Fermented blueberries may counteract obesity and diabetes, at least partly, through anti-inflammatory and antioxidant activities [74][35]. The administration of fermented blueberry juice reduced hyperglycemia in diabetic mice and inhibited the development of obesity, glucose intolerance, and diabetes in pre-diabetic KKAy mice. Fermented blueberry juice displayed its antiobesity and antidiabetic role by mitigating oxidative stress and increasing adiponectin levels [74][35]. Adiponectin decreases tissue triglyceride content and insulin resistance [81][42]. Adiponectin gene expression is inhibited by ROS [74][35] and pro-inflammatory cytokines [74,82][35][43].

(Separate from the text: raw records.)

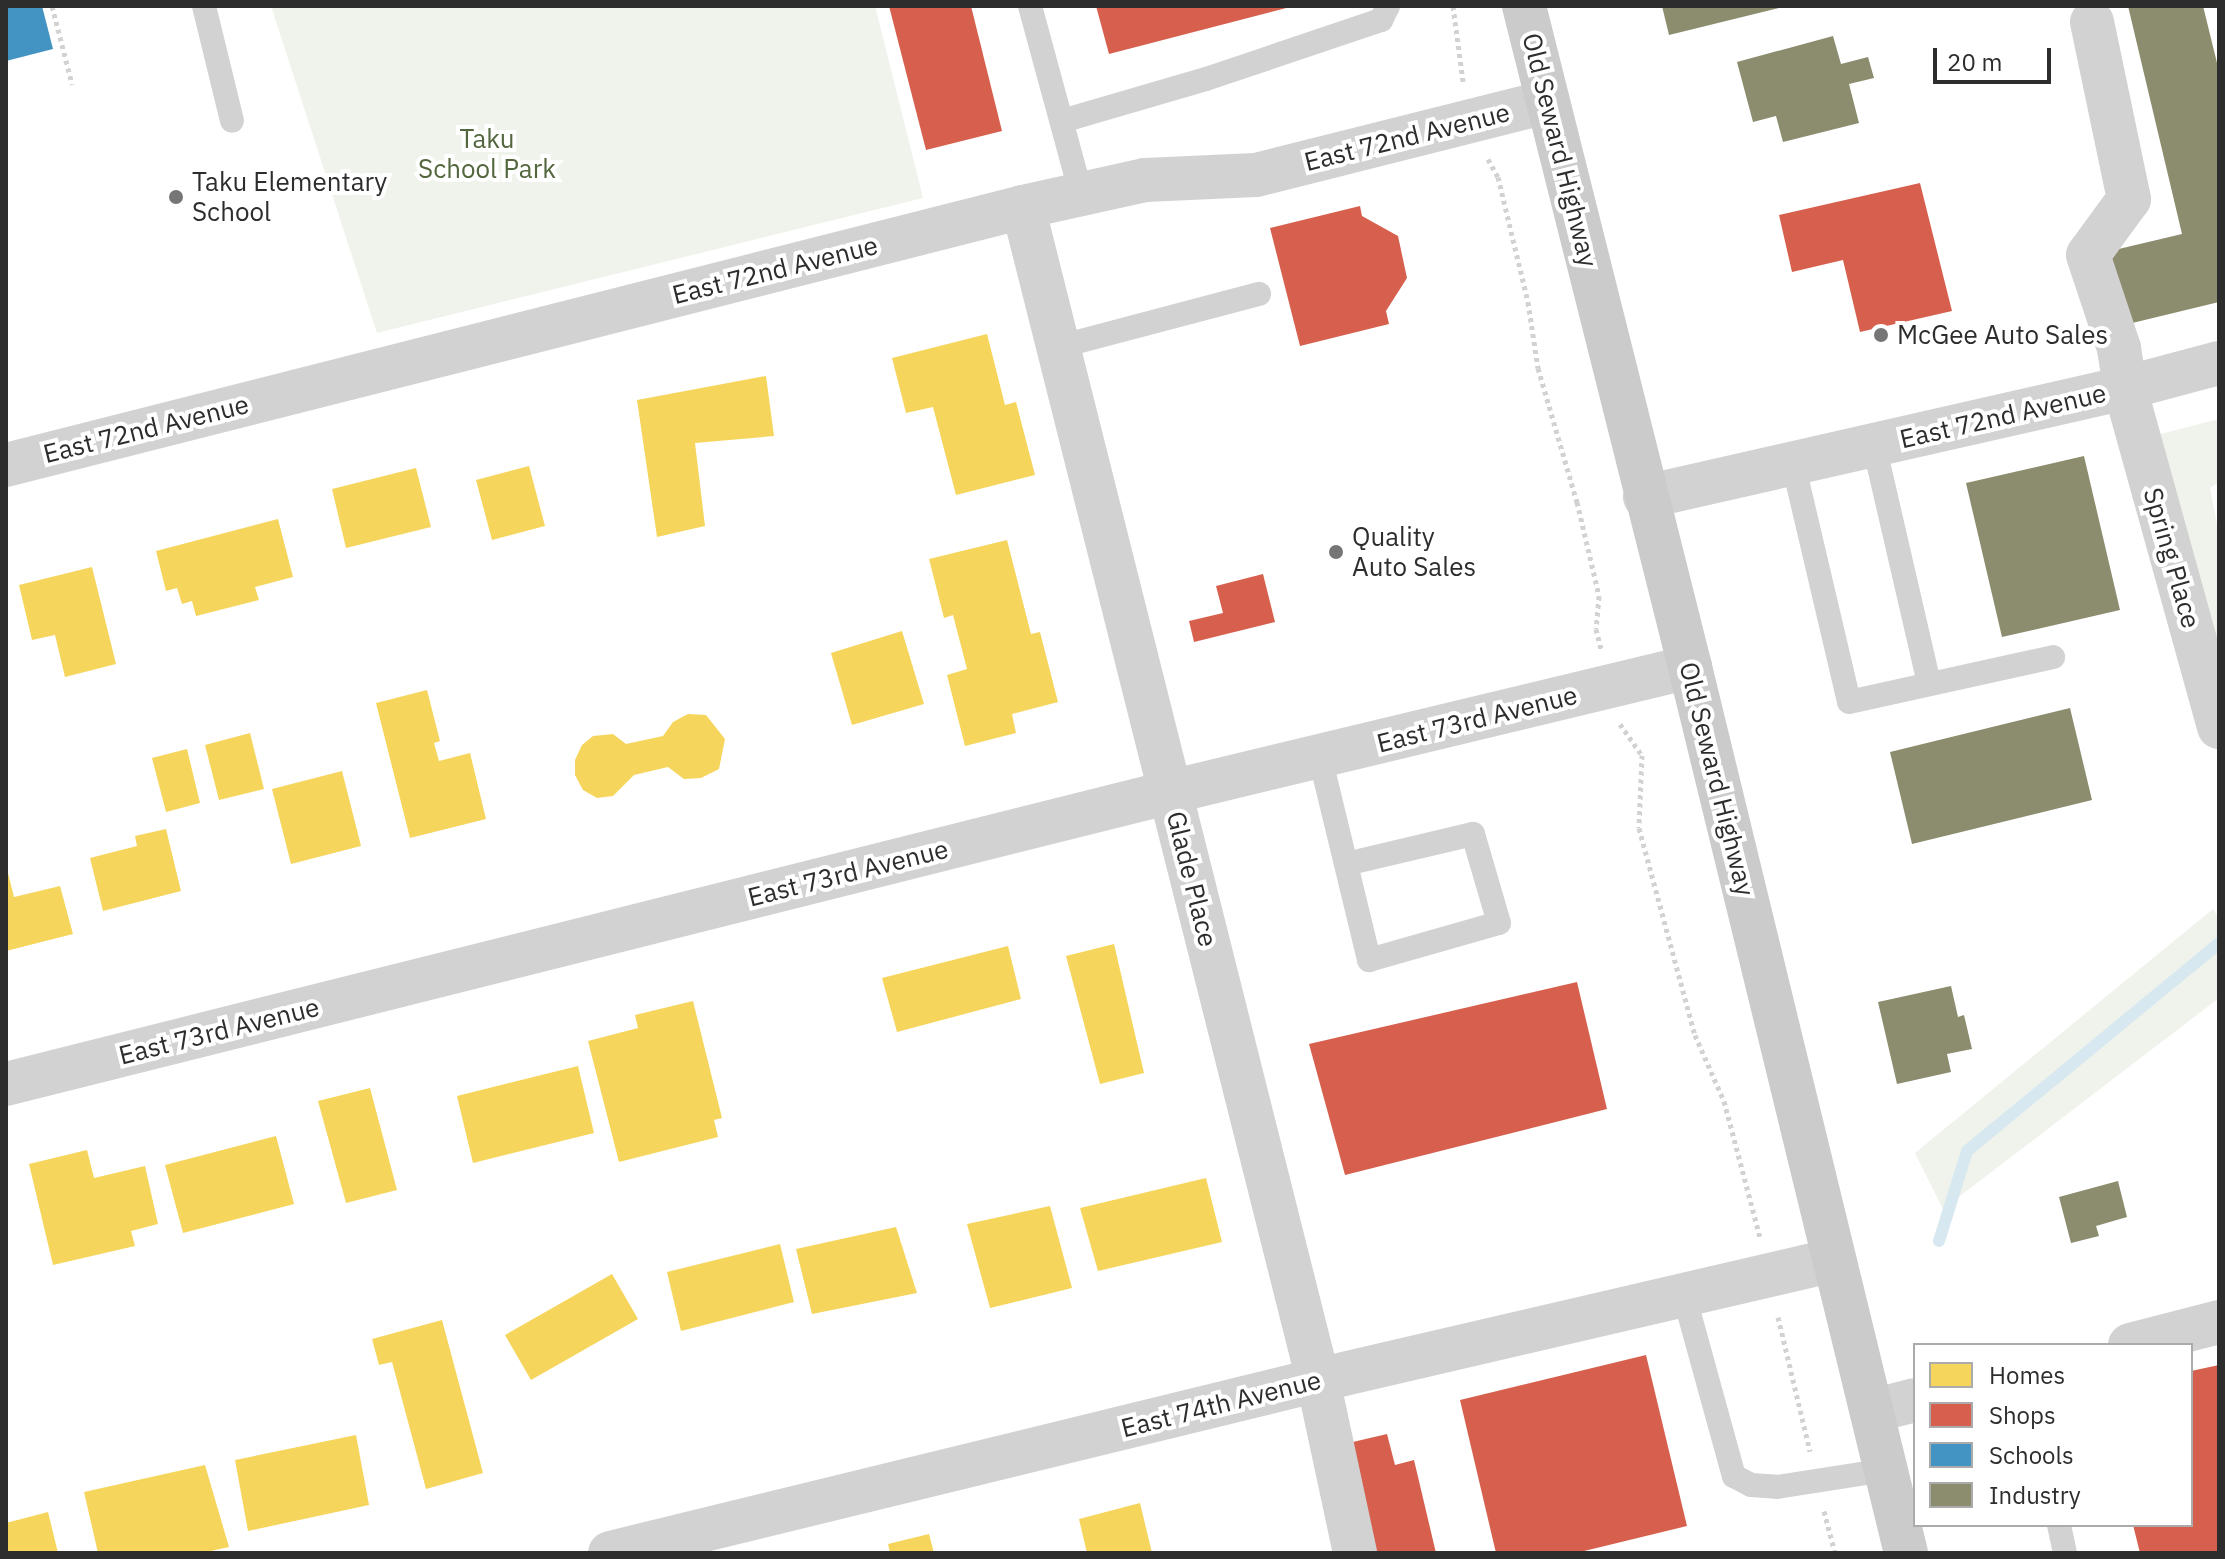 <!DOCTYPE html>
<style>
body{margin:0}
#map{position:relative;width:2225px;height:1559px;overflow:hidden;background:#fff;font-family:"IBM Plex Sans",sans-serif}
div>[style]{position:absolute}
.green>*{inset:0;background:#f0f3eb}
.homes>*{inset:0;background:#f6d55c}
.shops>*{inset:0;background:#d6604d}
.schools>*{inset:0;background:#4393c3}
.industry>*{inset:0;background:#8c8c6e}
.stream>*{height:12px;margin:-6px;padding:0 6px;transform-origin:6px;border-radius:6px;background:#d8e8f0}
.path>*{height:5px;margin-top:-2.5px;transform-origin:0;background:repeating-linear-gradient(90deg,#d2d2d2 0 4px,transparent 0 8px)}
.lane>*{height:24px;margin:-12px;padding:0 12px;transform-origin:12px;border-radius:12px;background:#d2d2d2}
.street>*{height:44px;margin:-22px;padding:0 22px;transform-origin:22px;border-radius:22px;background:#d2d2d2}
.secondary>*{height:44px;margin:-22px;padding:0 22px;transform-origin:22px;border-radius:22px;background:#cbcbcb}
.dots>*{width:22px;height:22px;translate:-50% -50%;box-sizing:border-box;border:4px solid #fff;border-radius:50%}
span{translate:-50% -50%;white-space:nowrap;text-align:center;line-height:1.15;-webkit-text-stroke:8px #fff;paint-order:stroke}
.street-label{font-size:26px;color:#2d2d2d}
.park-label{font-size:26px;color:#53663d}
.poi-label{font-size:26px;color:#2d2d2d}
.left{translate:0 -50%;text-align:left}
.frame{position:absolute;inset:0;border:8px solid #2d2d2d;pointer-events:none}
.legend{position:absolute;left:1913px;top:1343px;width:280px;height:184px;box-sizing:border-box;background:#fff;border:2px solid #ababab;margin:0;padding:10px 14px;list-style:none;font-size:24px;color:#2d2d2d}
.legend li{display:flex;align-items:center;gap:16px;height:40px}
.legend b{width:40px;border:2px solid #ababab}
.scale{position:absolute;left:1933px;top:48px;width:118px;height:36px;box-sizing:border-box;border:4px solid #2d2d2d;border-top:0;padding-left:10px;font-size:24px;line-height:28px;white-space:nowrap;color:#2d2d2d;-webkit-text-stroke:6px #fff;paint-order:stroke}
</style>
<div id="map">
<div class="green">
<div style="clip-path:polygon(271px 6px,875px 6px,923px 198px,377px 333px)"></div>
<div style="clip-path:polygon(2219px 419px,2219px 482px,2210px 488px,2219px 534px,2219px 673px,2145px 438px)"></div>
<div style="clip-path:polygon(2213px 909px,2219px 918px,2219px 998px,1943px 1209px,1915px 1153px)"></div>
</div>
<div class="homes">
<div style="clip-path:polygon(987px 334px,1005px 405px,1016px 402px,1035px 475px,956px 495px,933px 407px,906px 413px,892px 358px)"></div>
<div style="clip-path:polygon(766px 376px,774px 436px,695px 443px,705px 526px,657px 537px,637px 400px)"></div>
<div style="clip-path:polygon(529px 466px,545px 526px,492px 540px,476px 480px)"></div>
<div style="clip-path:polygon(416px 468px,431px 527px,346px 548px,332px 489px)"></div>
<div style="clip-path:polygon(278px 519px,293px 577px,255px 587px,259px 600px,196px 616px,192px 601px,182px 604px,177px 588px,166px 591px,156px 551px)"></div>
<div style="clip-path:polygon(1007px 540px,1031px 634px,1040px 632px,1058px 702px,1012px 714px,1016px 733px,965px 746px,947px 675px,967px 669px,953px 615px,944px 618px,929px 559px)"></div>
<div style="clip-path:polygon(92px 567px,116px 664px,65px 677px,55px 635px,32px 640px,19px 585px)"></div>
<div style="clip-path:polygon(902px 631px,924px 704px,852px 725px,831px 653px)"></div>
<div style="clip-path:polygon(427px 690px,440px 741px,434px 743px,439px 761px,470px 753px,486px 819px,410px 838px,376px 703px)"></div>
<div style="clip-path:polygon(688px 714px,706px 715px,725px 739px,719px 769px,701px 778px,684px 779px,668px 767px,634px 775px,613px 796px,597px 798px,583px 790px,575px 775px,575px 760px,582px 745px,593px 736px,613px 734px,626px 744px,663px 736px,673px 722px)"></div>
<div style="clip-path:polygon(250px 733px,264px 789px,219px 800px,205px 745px)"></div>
<div style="clip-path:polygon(187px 749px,200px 803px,166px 812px,152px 758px)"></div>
<div style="clip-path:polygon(342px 771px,361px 846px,291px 864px,272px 789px)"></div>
<div style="clip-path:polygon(166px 829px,181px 891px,103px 911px,90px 858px,137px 846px,135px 836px)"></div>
<div style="clip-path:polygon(7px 869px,14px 897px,60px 886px,73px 934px,6px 951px)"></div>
<div style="clip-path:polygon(1114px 944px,1144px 1073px,1100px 1084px,1066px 956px)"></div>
<div style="clip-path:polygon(1008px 946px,1021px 999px,897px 1032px,882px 978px)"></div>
<div style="clip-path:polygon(693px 1001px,722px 1118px,714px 1120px,718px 1137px,619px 1162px,588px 1041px,638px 1028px,635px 1015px)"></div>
<div style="clip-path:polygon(578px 1066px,594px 1133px,473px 1163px,457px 1096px)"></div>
<div style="clip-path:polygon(370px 1088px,397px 1190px,346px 1203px,318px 1101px)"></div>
<div style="clip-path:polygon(276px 1136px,294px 1204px,183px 1233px,165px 1165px)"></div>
<div style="clip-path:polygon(87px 1150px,94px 1178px,145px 1166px,158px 1224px,131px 1231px,135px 1246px,53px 1265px,29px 1164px)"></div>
<div style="clip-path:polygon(1206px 1178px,1222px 1242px,1098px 1271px,1080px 1208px)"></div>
<div style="clip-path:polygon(1050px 1206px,1072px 1288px,990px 1308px,967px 1224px)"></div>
<div style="clip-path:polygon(896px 1227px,917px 1293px,812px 1314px,796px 1249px)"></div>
<div style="clip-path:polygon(780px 1244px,794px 1302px,681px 1331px,667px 1272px)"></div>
<div style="clip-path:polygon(612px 1274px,638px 1319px,531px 1380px,505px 1335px)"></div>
<div style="clip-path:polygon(442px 1320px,483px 1473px,426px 1489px,392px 1362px,379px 1365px,372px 1339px)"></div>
<div style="clip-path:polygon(356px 1435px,369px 1505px,248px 1531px,235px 1460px)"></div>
<div style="clip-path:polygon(205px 1465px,229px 1547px,202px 1553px,98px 1553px,84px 1492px)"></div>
<div style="clip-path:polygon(1140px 1503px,1152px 1553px,1087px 1553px,1079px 1519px)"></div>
<div style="clip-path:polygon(48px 1512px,58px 1553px,6px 1553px,6px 1523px)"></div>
<div style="clip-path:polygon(929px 1534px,934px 1553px,890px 1553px,888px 1544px)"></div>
</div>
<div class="shops">
<div style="clip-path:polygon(889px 6px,971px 6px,1002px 131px,926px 150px)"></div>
<div style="clip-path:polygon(1096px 6px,1290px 6px,1290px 7px,1109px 54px)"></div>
<div style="clip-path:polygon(1920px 183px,1952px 311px,1860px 332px,1843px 260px,1792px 272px,1779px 215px)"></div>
<div style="clip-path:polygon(1360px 206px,1362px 216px,1398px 236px,1407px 278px,1386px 311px,1389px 324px,1300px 346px,1270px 228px)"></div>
<div style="clip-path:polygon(1263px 574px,1275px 622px,1194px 642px,1189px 621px,1223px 613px,1216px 586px)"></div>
<div style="clip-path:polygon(1577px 982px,1607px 1109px,1345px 1175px,1309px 1044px)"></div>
<div style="clip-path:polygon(1646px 1355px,1687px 1526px,1576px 1553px,1496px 1553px,1460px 1400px)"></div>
<div style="clip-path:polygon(2219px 1365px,2219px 1553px,2140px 1553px,2133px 1525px,2191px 1525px,2191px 1371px)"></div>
<div style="clip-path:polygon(1387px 1434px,1395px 1465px,1414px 1460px,1436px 1553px,1366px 1553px,1340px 1445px)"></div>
</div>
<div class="schools">
<div style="clip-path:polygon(6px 6px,42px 6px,53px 49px,6px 61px)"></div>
</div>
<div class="industry">
<div style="clip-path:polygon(1662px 6px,1783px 6px,1783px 7px,1669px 35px)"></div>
<div style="clip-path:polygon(2128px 6px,2203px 6px,2219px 71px,2219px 302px,2124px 325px,2106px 252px,2182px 234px)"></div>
<div style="clip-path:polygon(1833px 36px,1841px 64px,1868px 57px,1874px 78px,1849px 84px,1859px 123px,1783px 142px,1776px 116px,1753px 122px,1737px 62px)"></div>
<div style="clip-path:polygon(2084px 456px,2120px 610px,2002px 637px,1966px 483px)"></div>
<div style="clip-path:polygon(2070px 708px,2092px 800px,1912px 844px,1890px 752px)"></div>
<div style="clip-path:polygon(1951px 986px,1958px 1017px,1964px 1015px,1972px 1049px,1947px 1054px,1951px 1072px,1897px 1084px,1878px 1002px)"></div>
<div style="clip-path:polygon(2118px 1181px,2127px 1217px,2096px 1226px,2099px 1236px,2071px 1243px,2059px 1197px)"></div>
</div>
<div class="stream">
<div style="left:1939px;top:1241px;width:94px;rotate:-72.7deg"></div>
<div style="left:1967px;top:1151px;width:327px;rotate:-39.5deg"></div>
</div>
<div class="path">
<div style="left:52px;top:6px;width:81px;rotate:75.6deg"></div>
<div style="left:1453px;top:6px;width:76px;rotate:82.4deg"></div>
<div style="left:1488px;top:159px;width:21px;rotate:61deg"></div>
<div style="left:1498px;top:177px;width:129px;rotate:76.5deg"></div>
<div style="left:1528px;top:302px;width:67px;rotate:81.4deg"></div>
<div style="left:1538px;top:368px;width:140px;rotate:73.8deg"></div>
<div style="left:1577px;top:502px;width:97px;rotate:76.8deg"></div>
<div style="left:1599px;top:596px;width:33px;rotate:95deg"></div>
<div style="left:1596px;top:629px;width:21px;rotate:76deg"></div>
<div style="left:1620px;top:724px;width:38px;rotate:55deg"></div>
<div style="left:1642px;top:755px;width:73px;rotate:92.4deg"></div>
<div style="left:1639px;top:828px;width:214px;rotate:74.9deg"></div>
<div style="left:1695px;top:1035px;width:72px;rotate:66.3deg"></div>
<div style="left:1724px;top:1101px;width:141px;rotate:75.2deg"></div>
<div style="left:1778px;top:1317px;width:138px;rotate:76.6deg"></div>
<div style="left:1824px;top:1511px;width:43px;rotate:75.3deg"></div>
</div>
<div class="lane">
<div style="left:204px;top:6px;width:118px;rotate:76.3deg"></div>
<div style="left:1030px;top:6px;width:195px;rotate:74.8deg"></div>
<div style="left:1062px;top:121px;width:150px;rotate:-16.3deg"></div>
<div style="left:1206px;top:79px;width:185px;rotate:-18.6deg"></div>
<div style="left:1381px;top:20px;width:16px;rotate:-63deg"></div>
<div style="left:1058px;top:347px;width:208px;rotate:-14.8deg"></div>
<div style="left:1874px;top:445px;width:245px;rotate:77deg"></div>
<div style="left:1793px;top:463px;width:245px;rotate:76.8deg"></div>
<div style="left:1849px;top:702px;width:209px;rotate:-12.4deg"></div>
<div style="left:1320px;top:757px;width:209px;rotate:76.4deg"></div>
<div style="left:1369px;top:960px;width:135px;rotate:-15.9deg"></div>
<div style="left:1499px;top:923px;width:93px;rotate:-106.3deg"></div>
<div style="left:1473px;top:834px;width:130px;rotate:166.7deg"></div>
<div style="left:1684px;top:1295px;width:188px;rotate:74.6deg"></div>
<div style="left:1734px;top:1476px;width:19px;rotate:28deg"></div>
<div style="left:1751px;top:1485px;width:26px;rotate:4deg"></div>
<div style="left:1777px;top:1487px;width:110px;rotate:-8.9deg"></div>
<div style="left:2059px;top:1525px;width:29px;rotate:78deg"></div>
</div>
<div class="street">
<div style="left:2092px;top:22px;width:181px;rotate:78.2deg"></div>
<div style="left:2129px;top:199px;width:69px;rotate:126.2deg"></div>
<div style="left:2088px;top:255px;width:98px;rotate:71.6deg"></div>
<div style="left:2119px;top:348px;width:40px;rotate:81.5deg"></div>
<div style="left:2125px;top:388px;width:352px;rotate:74.5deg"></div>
<div style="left:1023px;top:207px;width:1210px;rotate:75.88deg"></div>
<div style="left:1318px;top:1380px;width:177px;rotate:77.9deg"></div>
<div style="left:6px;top:465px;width:1049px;rotate:-14.23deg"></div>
<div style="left:1023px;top:207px;width:125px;rotate:-12.5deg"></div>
<div style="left:1145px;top:180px;width:111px;rotate:-2.6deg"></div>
<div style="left:1256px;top:175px;width:300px;rotate:-14.1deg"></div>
<div style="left:1645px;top:497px;width:492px;rotate:-12.8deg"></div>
<div style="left:2125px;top:388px;width:97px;rotate:-14.9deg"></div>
<div style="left:6px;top:1084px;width:1200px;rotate:-14.08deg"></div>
<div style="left:1170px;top:792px;width:535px;rotate:-13.52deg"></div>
<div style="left:2130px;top:1345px;width:92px;rotate:-14.5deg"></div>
<div style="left:1872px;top:1411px;width:44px;rotate:-14.3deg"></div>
<div style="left:610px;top:1553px;width:729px;rotate:-13.73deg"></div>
<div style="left:1318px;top:1380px;width:530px;rotate:-13.09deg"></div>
</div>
<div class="secondary">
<div style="left:1524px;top:6px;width:682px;rotate:75.9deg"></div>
<div style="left:1690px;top:667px;width:912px;rotate:76.3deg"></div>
</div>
<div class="dots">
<div style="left:176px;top:197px;background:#767676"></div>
<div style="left:1881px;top:335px;background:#767676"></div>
<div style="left:1336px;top:552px;background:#767676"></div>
</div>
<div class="street-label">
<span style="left:1407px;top:137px;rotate:-14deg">East 72nd Avenue</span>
<span style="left:1560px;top:150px;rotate:76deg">Old Seward Highway</span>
<span style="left:775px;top:270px;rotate:-14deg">East 72nd Avenue</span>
<span style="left:2003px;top:416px;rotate:-13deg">East 72nd Avenue</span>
<span style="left:146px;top:429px;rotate:-14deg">East 72nd Avenue</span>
<span style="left:2172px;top:558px;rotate:74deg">Spring Place</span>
<span style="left:1477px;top:719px;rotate:-14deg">East 73rd Avenue</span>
<span style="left:1717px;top:779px;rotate:76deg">Old Seward Highway</span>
<span style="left:848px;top:873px;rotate:-14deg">East 73rd Avenue</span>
<span style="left:1192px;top:879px;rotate:76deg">Glade Place</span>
<span style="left:219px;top:1031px;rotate:-14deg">East 73rd Avenue</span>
<span style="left:1221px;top:1404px;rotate:-14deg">East 74th Avenue</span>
</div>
<div class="park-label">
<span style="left:487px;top:154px">Taku<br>School Park</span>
</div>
<div class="poi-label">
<span class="left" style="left:192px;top:197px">Taku Elementary<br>School</span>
<span class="left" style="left:1897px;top:335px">McGee Auto Sales</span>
<span class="left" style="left:1352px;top:552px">Quality<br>Auto Sales</span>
</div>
<div class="frame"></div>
<ul class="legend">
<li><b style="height:22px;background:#f6d55c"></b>Homes</li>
<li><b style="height:22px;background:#d6604d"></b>Shops</li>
<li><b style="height:22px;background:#4393c3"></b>Schools</li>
<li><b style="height:22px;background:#8c8c6e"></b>Industry</li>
</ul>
<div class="scale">20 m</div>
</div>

Fermented blueberries may prevent neurodegenerative disease through anti-inflammatory and antioxidant activity [75][36]. ROS-induced oxidative stress causes neuronal cell damage. In neuronal cell culture, fermented blueberries with Serratia vaccinii induced antioxidant enzymes activities and prevented neuronal cell death through the upregulation of cell survival signaling pathways such as MAPK family enzymes p38 and c-Jun N-terminal kinase (JNK) and the downregulation of cell death pathways such as ERK1/2 and MAPK/ERK kinase (MEK1/2) [75][36]. Furthermore, the antioxidant and antiproliferative activity of fermented blueberries with Lactobacillus plantarum (L. plantarum) has been found in human cervical carcinoma HeLa cells [83][44].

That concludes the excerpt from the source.